Download the dataset from [OSF](https://osf.io/5q3m8).

In [None]:
import os
import wget
import zipfile

site_url = 'https://osf.io/6gm3j/download'

# Download the data with wget and unzip it to create the data directory. The BIDS dataset is in data/inputs.
if (not os.path.isdir('data')):
    wget.download(site_url)
    with zipfile.ZipFile('Jupyter_pybids_data.zip','r') as zip_ref: 
        zip_ref.extractall(path=None)

In [None]:
# Remove the zip file to save space
if os.path.exists('Jupyter_pybids_data.zip'):
   os.remove('Jupyter_pybids_data.zip')

# PyBIDS: BIDSLayout

[PyBIDS](https://github.com/bids-standard/pybids) is a package to help query and navigate a BIDS neuroimaging dataset. At the core of PyBIDS is the `BIDSLayout` object. A `BIDSLayout` is a lightweight Python class that represents a BIDS project file tree and provides a variety of helpful methods for querying and manipulating BIDS files. While the BIDSLayout initializer has a large number of arguments you can use to control the way files are indexed and accessed, you will most commonly initialize a BIDSLayout by passing in the BIDS dataset root location as a single argument.
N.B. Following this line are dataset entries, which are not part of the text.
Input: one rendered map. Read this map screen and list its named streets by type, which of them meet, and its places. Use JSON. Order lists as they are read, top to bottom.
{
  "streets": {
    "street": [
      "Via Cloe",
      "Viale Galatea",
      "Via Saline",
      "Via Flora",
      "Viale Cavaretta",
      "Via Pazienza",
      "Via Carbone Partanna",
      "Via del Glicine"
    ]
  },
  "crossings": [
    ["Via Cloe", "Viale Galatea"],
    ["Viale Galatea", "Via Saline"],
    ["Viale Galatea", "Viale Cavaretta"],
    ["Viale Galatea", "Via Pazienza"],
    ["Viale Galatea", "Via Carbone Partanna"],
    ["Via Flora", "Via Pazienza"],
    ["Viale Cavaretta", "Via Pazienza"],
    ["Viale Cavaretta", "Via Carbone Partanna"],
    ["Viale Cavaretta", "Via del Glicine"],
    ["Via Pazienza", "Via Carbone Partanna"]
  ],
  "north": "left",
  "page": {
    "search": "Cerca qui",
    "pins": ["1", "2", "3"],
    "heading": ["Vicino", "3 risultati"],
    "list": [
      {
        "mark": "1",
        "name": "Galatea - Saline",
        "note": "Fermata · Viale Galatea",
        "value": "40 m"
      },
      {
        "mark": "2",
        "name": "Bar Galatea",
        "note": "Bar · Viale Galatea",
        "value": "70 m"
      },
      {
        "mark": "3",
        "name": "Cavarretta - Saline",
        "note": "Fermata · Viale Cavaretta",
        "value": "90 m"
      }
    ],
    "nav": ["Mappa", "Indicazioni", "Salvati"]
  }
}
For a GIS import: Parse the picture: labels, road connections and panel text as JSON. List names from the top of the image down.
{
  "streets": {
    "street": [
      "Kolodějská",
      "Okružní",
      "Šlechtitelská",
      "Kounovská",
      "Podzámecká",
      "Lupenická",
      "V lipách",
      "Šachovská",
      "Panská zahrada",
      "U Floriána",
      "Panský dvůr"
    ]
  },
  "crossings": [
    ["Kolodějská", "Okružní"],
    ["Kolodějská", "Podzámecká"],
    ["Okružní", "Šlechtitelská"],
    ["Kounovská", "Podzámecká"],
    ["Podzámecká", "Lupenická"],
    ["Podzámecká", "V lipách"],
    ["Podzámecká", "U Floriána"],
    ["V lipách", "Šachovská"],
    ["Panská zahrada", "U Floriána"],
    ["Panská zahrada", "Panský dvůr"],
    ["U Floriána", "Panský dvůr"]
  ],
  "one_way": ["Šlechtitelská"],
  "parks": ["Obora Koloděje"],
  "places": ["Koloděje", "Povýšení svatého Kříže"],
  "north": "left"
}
This creates an sqlite database containing information about the BIDS dataset. BIDS apps (e.g. BIDS Validator, fmriprep etc.) all creating the BIDSLayout database and use it to identify subjects, files, sessions and relevant metadata.

In our case, except for the T1w anatomical image and a standard space 4D functional image in derivatives for sub-219, the image files are empty.  These empty files will work with BIDSlayout...and keep the dataset small. 

See [Querying BIDS datasets](https://bids-standard.github.io/pybids/layout/index.html) for more examples.

In [None]:
from bids import BIDSLayout, BIDSValidator

data_dir = 'data/inputs'
layout = BIDSLayout(data_dir, derivatives=False)

Initializing a BIDSLayout finds and indexes all files and metadata found under the specified root folder. This can take a few seconds (or, for very large datasets, a minute or two). Once initialization is complete, you can start querying the BIDSLayout in various ways. 

- The main query method is `.get()`. If you call `.get()` with no additional arguments, you get information for **all** the files in the BIDS dataset. 
- The information about each file is contained in an object of type `BIDSFile`. 
- The several classes of BIDSFile objects each represent a type of file recognized by PyBIDS: BIDSFile, BIDSJSONFile, BIDSImageFile, and BIDSDataFile.

## BIDSLayout: .get

When you call `.get()` on a BIDSLayout, the default returned values are BIDSFile objects. A BIDSFile is a container for information about individual files in a BIDS dataset. As we saw above, there are several sub-classes of BIDSFiles; each representing one of the kinds of files recognized by BIDS.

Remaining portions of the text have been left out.